[Dataset excerpts]
▶

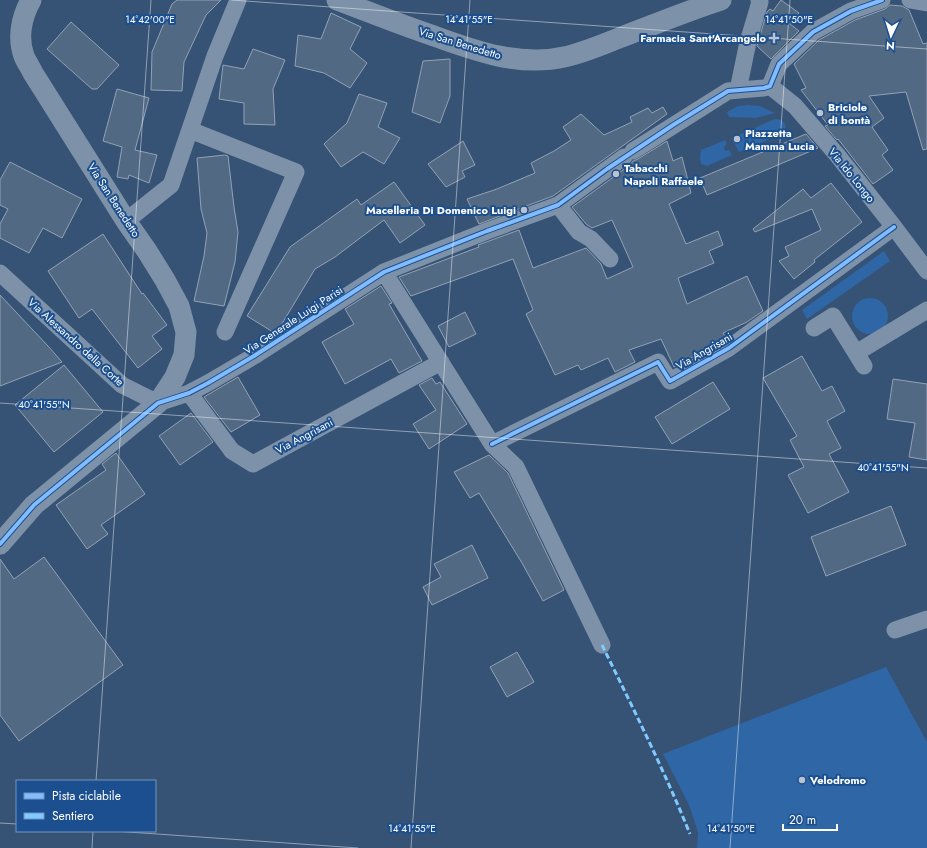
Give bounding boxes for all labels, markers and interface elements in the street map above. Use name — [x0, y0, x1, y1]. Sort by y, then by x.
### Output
text: 14°42'00"E — [125, 12, 175, 27]
text: 14°41'55"E — [445, 12, 493, 27]
text: 14°41'50"E — [765, 12, 813, 27]
north arrow — [871, 16, 911, 56]
street label: Via San Benedetto — [417, 23, 503, 63]
place label: Farmacia Sant'Arcangelo — [640, 30, 767, 46]
marker: Farmacia Sant'Arcangelo — [769, 33, 779, 43]
text: N — [885, 38, 895, 54]
place label: Briciole di bontà — [828, 99, 870, 128]
marker: Briciole di bontà — [815, 108, 825, 118]
place label: Piazzetta Mamma Lucia — [745, 125, 814, 154]
marker: Piazzetta Mamma Lucia — [732, 134, 742, 144]
street label: Via Ido Longo — [825, 144, 879, 206]
street label: Via San Benedetto — [84, 160, 144, 240]
place label: Tabacchi Napoli Raffaele — [624, 160, 703, 189]
marker: Tabacchi Napoli Raffaele — [611, 169, 621, 179]
place label: Macelleria Di Domenico Luigi — [366, 202, 516, 218]
marker: Macelleria Di Domenico Luigi — [519, 205, 529, 215]
street label: Via Generale Luigi Parisi — [240, 282, 346, 358]
street label: Via Alessandro della Corte — [24, 294, 128, 390]
street label: Via Angrisani — [673, 328, 735, 374]
text: 40°41'55"N — [18, 397, 70, 412]
street label: Via Angrisani — [272, 414, 336, 458]
text: 40°41'55"N — [857, 460, 909, 475]
place label: Velodromo — [809, 772, 867, 788]
marker: Velodromo — [797, 775, 807, 785]
legend — [16, 780, 156, 832]
text: Pista ciclabile — [52, 787, 121, 805]
scale bar — [783, 806, 837, 832]
text: Sentiero — [52, 807, 94, 825]
text: 20 m — [789, 811, 816, 829]
text: 14°41'55"E — [388, 821, 436, 836]
text: 14°41'50"E — [707, 821, 755, 836]

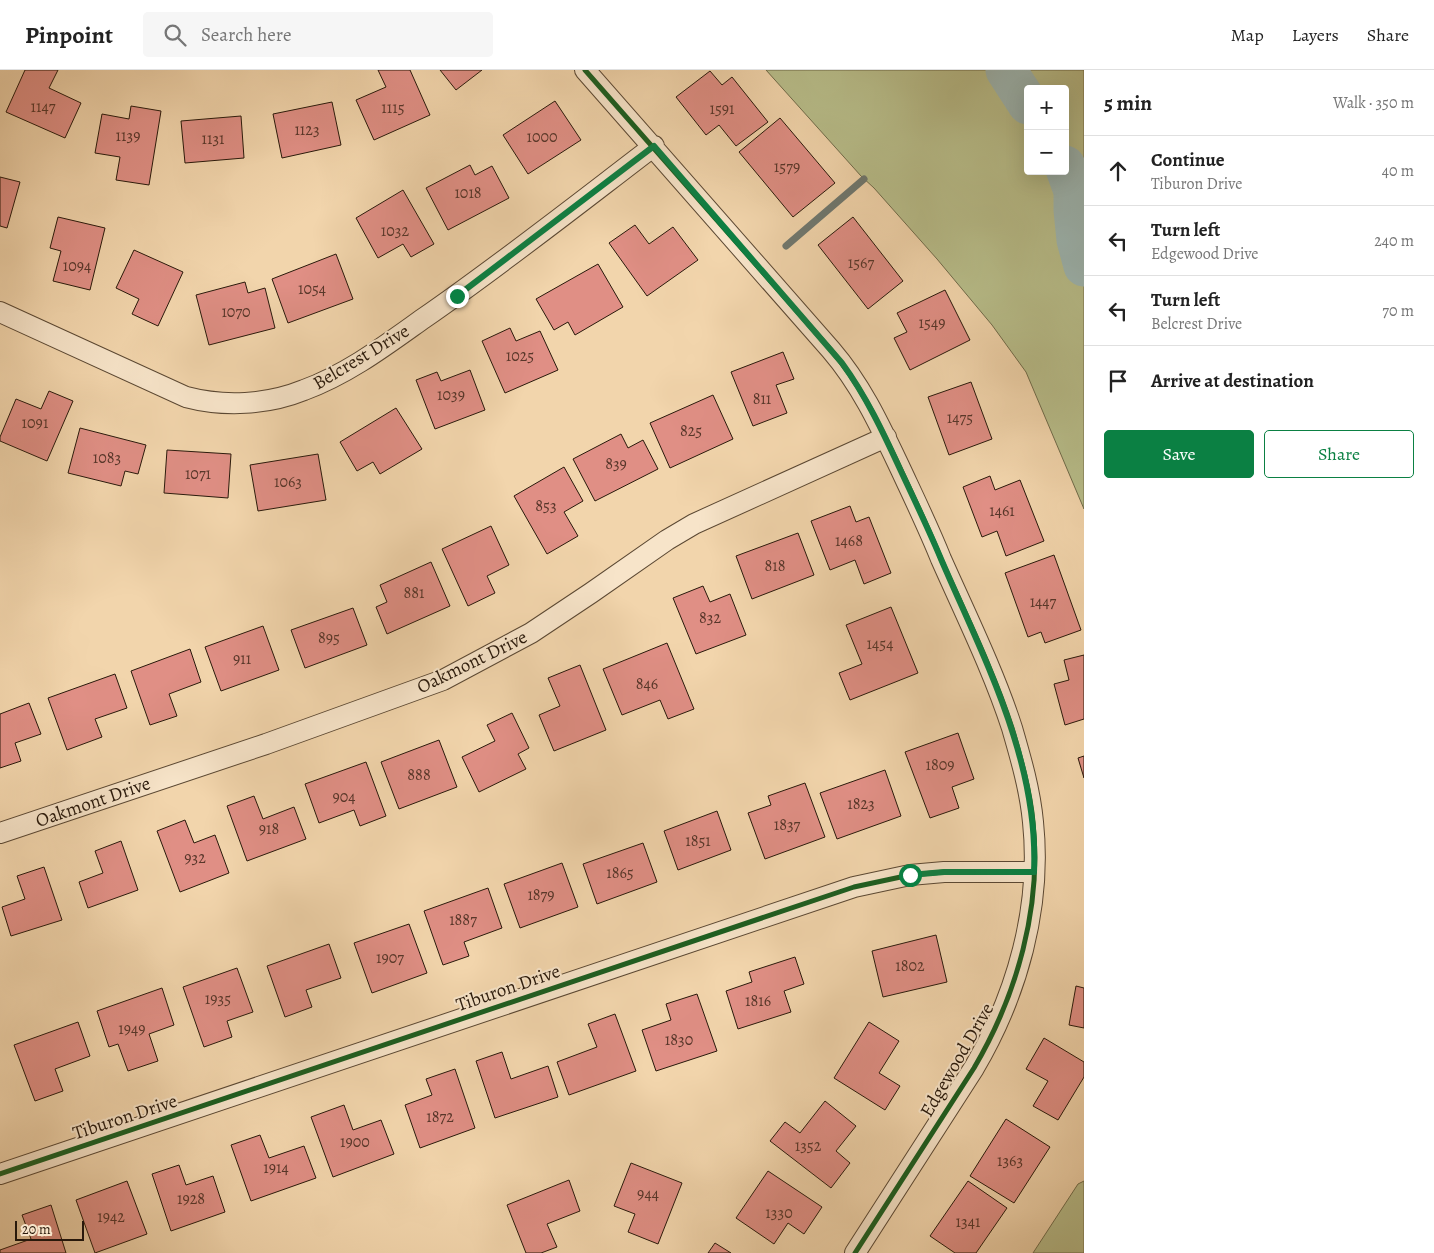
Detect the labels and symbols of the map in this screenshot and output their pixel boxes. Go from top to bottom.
house number: 1147 [31,96,56,118]
house number: 1115 [381,97,405,119]
house number: 1591 [709,98,735,120]
house number: 1123 [294,119,320,141]
house number: 1139 [116,125,140,147]
house number: 1000 [526,126,558,148]
house number: 1131 [201,128,225,150]
house number: 1579 [774,156,800,178]
house number: 1018 [454,182,482,204]
house number: 1032 [381,220,410,242]
house number: 1567 [848,252,875,274]
house number: 1094 [63,255,91,277]
house number: 1054 [298,278,326,300]
route end [446,285,469,308]
house number: 1070 [221,301,251,323]
house number: 1549 [919,312,945,334]
street label: Belcrest Drive [308,318,414,396]
house number: 1025 [506,345,534,367]
house number: 1039 [437,384,465,406]
house number: 811 [753,388,772,410]
house number: 1475 [947,407,973,429]
house number: 1091 [22,412,49,434]
house number: 825 [680,420,702,442]
house number: 1083 [93,447,121,469]
house number: 839 [605,453,627,475]
house number: 1071 [185,463,212,485]
house number: 1063 [274,471,302,493]
house number: 853 [535,495,557,517]
house number: 1461 [989,500,1015,522]
house number: 1468 [835,530,863,552]
house number: 818 [765,555,786,577]
house number: 881 [404,582,425,604]
house number: 1447 [1030,591,1057,613]
house number: 832 [699,607,721,629]
street label: Oakmont Drive [412,624,532,700]
house number: 895 [318,627,340,649]
house number: 1454 [867,633,893,655]
house number: 911 [233,648,252,670]
house number: 846 [636,673,658,695]
house number: 1809 [925,754,955,776]
house number: 888 [407,764,431,786]
street label: Oakmont Drive [32,770,154,834]
house number: 904 [332,786,356,808]
house number: 1823 [847,793,875,815]
house number: 1837 [774,814,801,836]
house number: 918 [259,818,279,840]
house number: 1851 [685,830,711,852]
house number: 932 [184,847,206,869]
house number: 1865 [606,862,634,884]
route start [899,864,922,887]
house number: 1879 [527,884,555,906]
house number: 1887 [449,909,477,931]
house number: 1907 [376,947,404,969]
house number: 1802 [895,955,925,977]
street label: Tiburon Drive [452,958,564,1018]
house number: 1935 [205,988,231,1010]
house number: 1816 [745,990,771,1012]
street label: Edgewood Drive [914,998,1000,1122]
house number: 1949 [118,1018,146,1040]
house number: 1830 [665,1029,693,1051]
street label: Tiburon Drive [69,1088,181,1146]
house number: 1872 [426,1106,454,1128]
house number: 1900 [340,1131,370,1153]
house number: 1352 [795,1135,822,1157]
house number: 1363 [997,1150,1023,1172]
house number: 1914 [263,1157,289,1179]
house number: 944 [637,1183,659,1205]
house number: 1928 [177,1188,205,1210]
house number: 1330 [765,1202,793,1224]
house number: 1942 [97,1206,125,1228]
house number: 1341 [956,1211,981,1233]
scale bar [15,1218,84,1241]

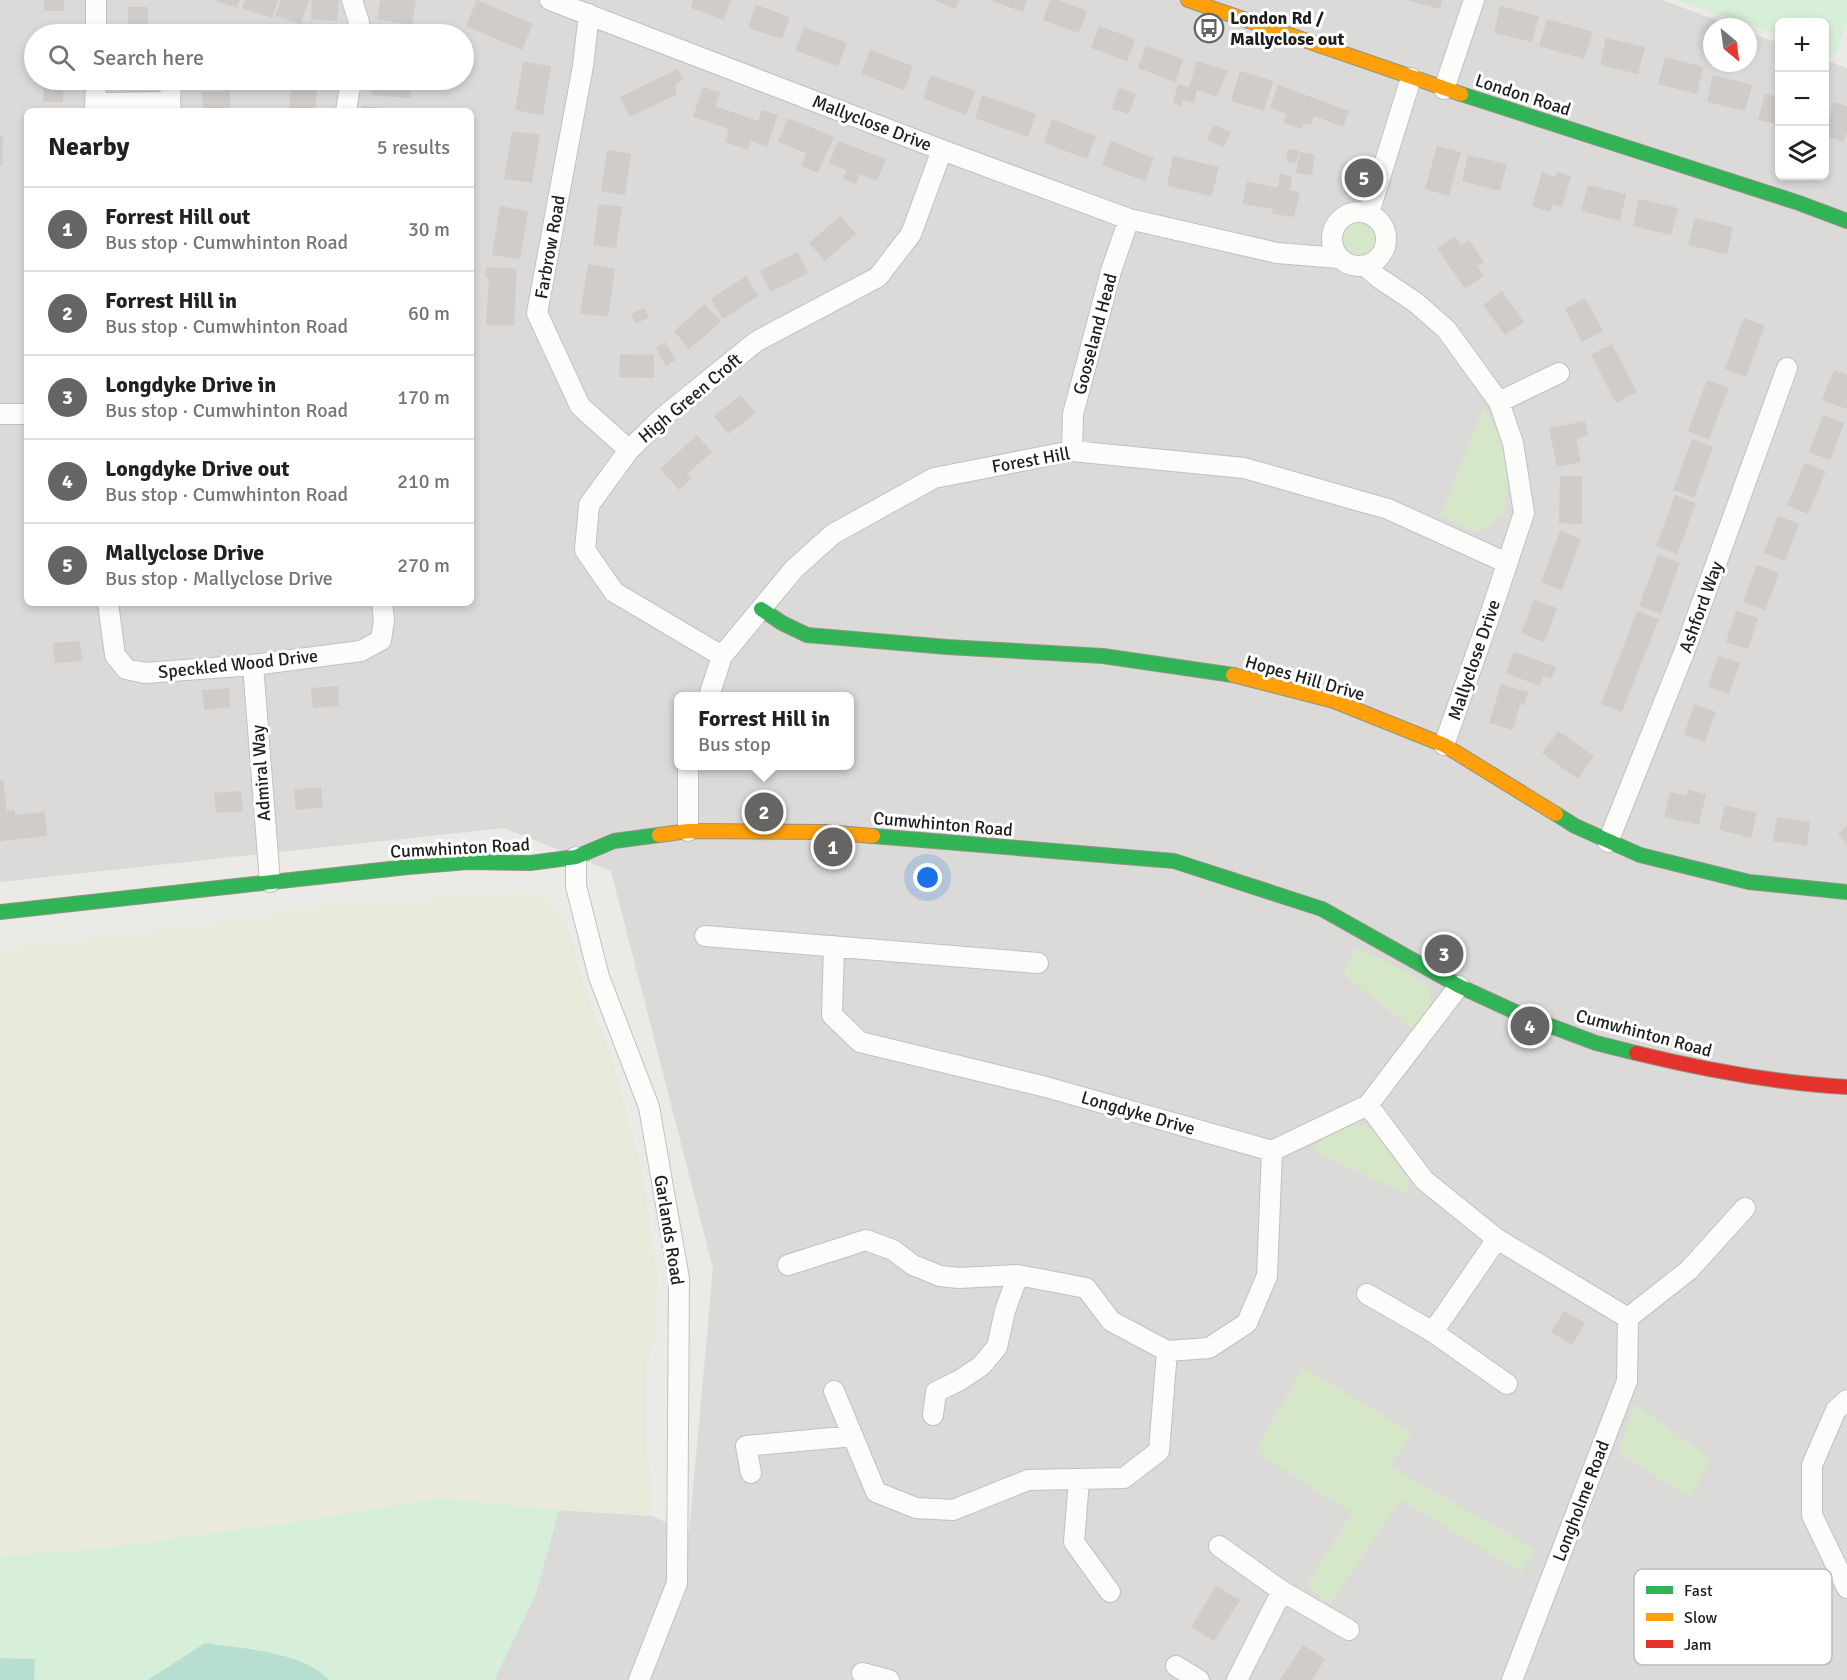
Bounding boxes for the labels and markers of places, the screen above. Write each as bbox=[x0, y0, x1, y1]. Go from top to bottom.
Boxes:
place label: London Rd / Mallyclose out bbox=[1230, 7, 1344, 50]
bus stop icon: London Rd / Mallyclose out bbox=[1193, 12, 1225, 44]
pin: 5 bbox=[1344, 156, 1384, 201]
pin: 2 bbox=[744, 790, 783, 834]
pin: 1 bbox=[814, 824, 852, 870]
pin: 3 bbox=[1424, 932, 1464, 976]
pin: 4 bbox=[1510, 1004, 1550, 1048]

◀

To do — All entries above must be duplicated exactly; please omit any picture they hold.

Output below —
Give bounding boxes for all labels, markers and interface elements in the street map above. Use name — [x0, y0, x1, y1]. Sort by y, then by x.
### Output
text: 14°42'00"E — [125, 12, 175, 27]
text: 14°41'55"E — [445, 12, 493, 27]
text: 14°41'50"E — [765, 12, 813, 27]
north arrow — [871, 16, 911, 56]
street label: Via San Benedetto — [417, 23, 503, 63]
place label: Farmacia Sant'Arcangelo — [640, 30, 767, 46]
marker: Farmacia Sant'Arcangelo — [769, 33, 779, 43]
text: N — [885, 38, 895, 54]
place label: Briciole di bontà — [828, 99, 870, 128]
marker: Briciole di bontà — [815, 108, 825, 118]
place label: Piazzetta Mamma Lucia — [745, 125, 814, 154]
marker: Piazzetta Mamma Lucia — [732, 134, 742, 144]
street label: Via Ido Longo — [825, 144, 879, 206]
street label: Via San Benedetto — [84, 160, 144, 240]
place label: Tabacchi Napoli Raffaele — [624, 160, 703, 189]
marker: Tabacchi Napoli Raffaele — [611, 169, 621, 179]
place label: Macelleria Di Domenico Luigi — [366, 202, 516, 218]
marker: Macelleria Di Domenico Luigi — [519, 205, 529, 215]
street label: Via Generale Luigi Parisi — [240, 282, 346, 358]
street label: Via Alessandro della Corte — [24, 294, 128, 390]
street label: Via Angrisani — [673, 328, 735, 374]
text: 40°41'55"N — [18, 397, 70, 412]
street label: Via Angrisani — [272, 414, 336, 458]
text: 40°41'55"N — [857, 460, 909, 475]
place label: Velodromo — [809, 772, 867, 788]
marker: Velodromo — [797, 775, 807, 785]
legend — [16, 780, 156, 832]
text: Pista ciclabile — [52, 787, 121, 805]
scale bar — [783, 806, 837, 832]
text: Sentiero — [52, 807, 94, 825]
text: 20 m — [789, 811, 816, 829]
text: 14°41'55"E — [388, 821, 436, 836]
text: 14°41'50"E — [707, 821, 755, 836]

Detect the labels and symbols of the map in this screenshot and output their pixel boxes. Go from top to bottom.
house number: 1147 [31,96,56,118]
house number: 1115 [381,97,405,119]
house number: 1591 [709,98,735,120]
house number: 1123 [294,119,320,141]
house number: 1139 [116,125,140,147]
house number: 1000 [526,126,558,148]
house number: 1131 [201,128,225,150]
house number: 1579 [774,156,800,178]
house number: 1018 [454,182,482,204]
house number: 1032 [381,220,410,242]
house number: 1567 [848,252,875,274]
house number: 1094 [63,255,91,277]
house number: 1054 [298,278,326,300]
route end [446,285,469,308]
house number: 1070 [221,301,251,323]
house number: 1549 [919,312,945,334]
street label: Belcrest Drive [308,318,414,396]
house number: 1025 [506,345,534,367]
house number: 1039 [437,384,465,406]
house number: 811 [753,388,772,410]
house number: 1475 [947,407,973,429]
house number: 1091 [22,412,49,434]
house number: 825 [680,420,702,442]
house number: 1083 [93,447,121,469]
house number: 839 [605,453,627,475]
house number: 1071 [185,463,212,485]
house number: 1063 [274,471,302,493]
house number: 853 [535,495,557,517]
house number: 1461 [989,500,1015,522]
house number: 1468 [835,530,863,552]
house number: 818 [765,555,786,577]
house number: 881 [404,582,425,604]
house number: 1447 [1030,591,1057,613]
house number: 832 [699,607,721,629]
street label: Oakmont Drive [412,624,532,700]
house number: 895 [318,627,340,649]
house number: 1454 [867,633,893,655]
house number: 911 [233,648,252,670]
house number: 846 [636,673,658,695]
house number: 1809 [925,754,955,776]
house number: 888 [407,764,431,786]
street label: Oakmont Drive [32,770,154,834]
house number: 904 [332,786,356,808]
house number: 1823 [847,793,875,815]
house number: 1837 [774,814,801,836]
house number: 918 [259,818,279,840]
house number: 1851 [685,830,711,852]
house number: 932 [184,847,206,869]
house number: 1865 [606,862,634,884]
route start [899,864,922,887]
house number: 1879 [527,884,555,906]
house number: 1887 [449,909,477,931]
house number: 1907 [376,947,404,969]
house number: 1802 [895,955,925,977]
street label: Tiburon Drive [452,958,564,1018]
house number: 1935 [205,988,231,1010]
house number: 1816 [745,990,771,1012]
street label: Edgewood Drive [914,998,1000,1122]
house number: 1949 [118,1018,146,1040]
house number: 1830 [665,1029,693,1051]
street label: Tiburon Drive [69,1088,181,1146]
house number: 1872 [426,1106,454,1128]
house number: 1900 [340,1131,370,1153]
house number: 1352 [795,1135,822,1157]
house number: 1363 [997,1150,1023,1172]
house number: 1914 [263,1157,289,1179]
house number: 944 [637,1183,659,1205]
house number: 1928 [177,1188,205,1210]
house number: 1330 [765,1202,793,1224]
house number: 1942 [97,1206,125,1228]
house number: 1341 [956,1211,981,1233]
scale bar [15,1218,84,1241]

Bounding boxes for the labels and markers of places, the screen above. Write each as bbox=[x0, y0, x1, y1]. Go from top to bottom.
Boxes:
place label: London Rd / Mallyclose out bbox=[1230, 7, 1344, 50]
bus stop icon: London Rd / Mallyclose out bbox=[1193, 12, 1225, 44]
pin: 5 bbox=[1344, 156, 1384, 201]
pin: 2 bbox=[744, 790, 783, 834]
pin: 1 bbox=[814, 824, 852, 870]
pin: 3 bbox=[1424, 932, 1464, 976]
pin: 4 bbox=[1510, 1004, 1550, 1048]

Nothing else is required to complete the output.